I paraphrase my favourite line from The Martian. You’ll have to wait all the way to the end of the film but it’s worth it. If ever there’s an example of things not going to plan, it’s Mark Watney’s life on Mars. How many projects have you been involved in that went exactly to plan over a five-year term? Probably not many because that’s just not real life. Things happen, people come and go, ideas and visions evolve and the scope always creeps. The ability to pivot and solve problems you couldn’t have known to expect are greatly mitigated by cloud, and good vendors will go on that journey with you. You don’t need to have everything mapped out before you begin – that takes a lot of time (and money) and so many things will affect that plan in any case. We find our best working relationships with customers are the ones that have a good yet imperfect idea of what they want to achieve and are willing to make a start. Then we optimise as we go together. That’s real collaboration.

By over-prescribing in the beginning, you’ll limit your ability to maximise the potential of your cloud services. Flexible thinking is needed. Really focus in on some key deliverables and test out the vendor’s approach to solving them.
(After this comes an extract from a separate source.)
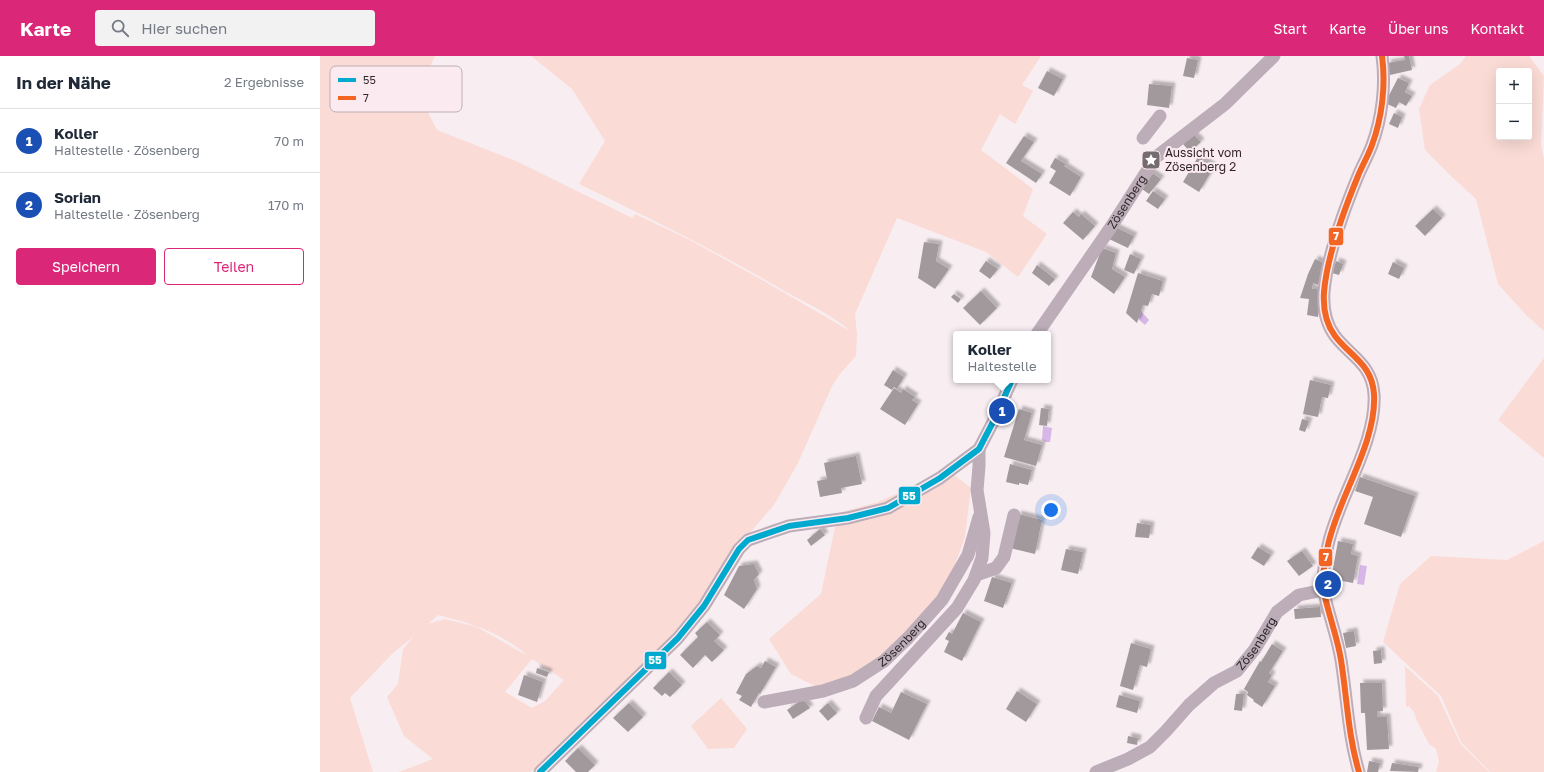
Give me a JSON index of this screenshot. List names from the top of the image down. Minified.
{"streets":{"street":["Zösenberg"]},"places":{"place":["Aussicht vom Zösenberg 2"]},"lines":["transit line 7","transit line 55"],"legend":["55","7"],"page":{"header":"Karte","search":"Hier suchen","nav":["Start","Karte","Über uns","Kontakt"],"heading":["In der Nähe","2 Ergebnisse"],"map_buttons":["+","−"],"list":[{"mark":"1","name":"Koller","note":"Haltestelle · Zösenberg","value":"70 m"},{"mark":"2","name":"Sorian","note":"Haltestelle · Zösenberg","value":"170 m"}],"buttons":["Speichern","Teilen"],"popup":["Koller","Haltestelle"],"pins":["1","2"]}}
That will give you an insight into whether they’re the right vendor for a long-term collaboration or not. Essentially, try before you buy. It also means you can get going quickly, ‘fail fast’ where you need to and start learning. Some things will go well, some less well, but it’s that speed of iteration that will give the competitive advantage to your business. To finish with the space-based analogies, you don’t shoot for the moon on your first lift off, you need to prove you can get into orbit first.

It can be done

2020 and the COVID situation has shown us many things, both in our home lives and our working from home lives. We’ve demonstrated that when our backs are up against the wall we can solve our challenges quickly. COVID focused our minds. There’s a number of great stories in the industry where leading sports brands have brought forward technical plans that were years away and delivered them in months to be able to comply with government regulations, such as social distancing in the workplace.

These workflows likely aren’t perfect yet, but with them broadly in place they can be refined. What happened in order to get there was to think differently, to move away from the processes that made sense for an ‘on-premises’ world and think how our process needs to evolve to marry up with the cloud world we’re living in today.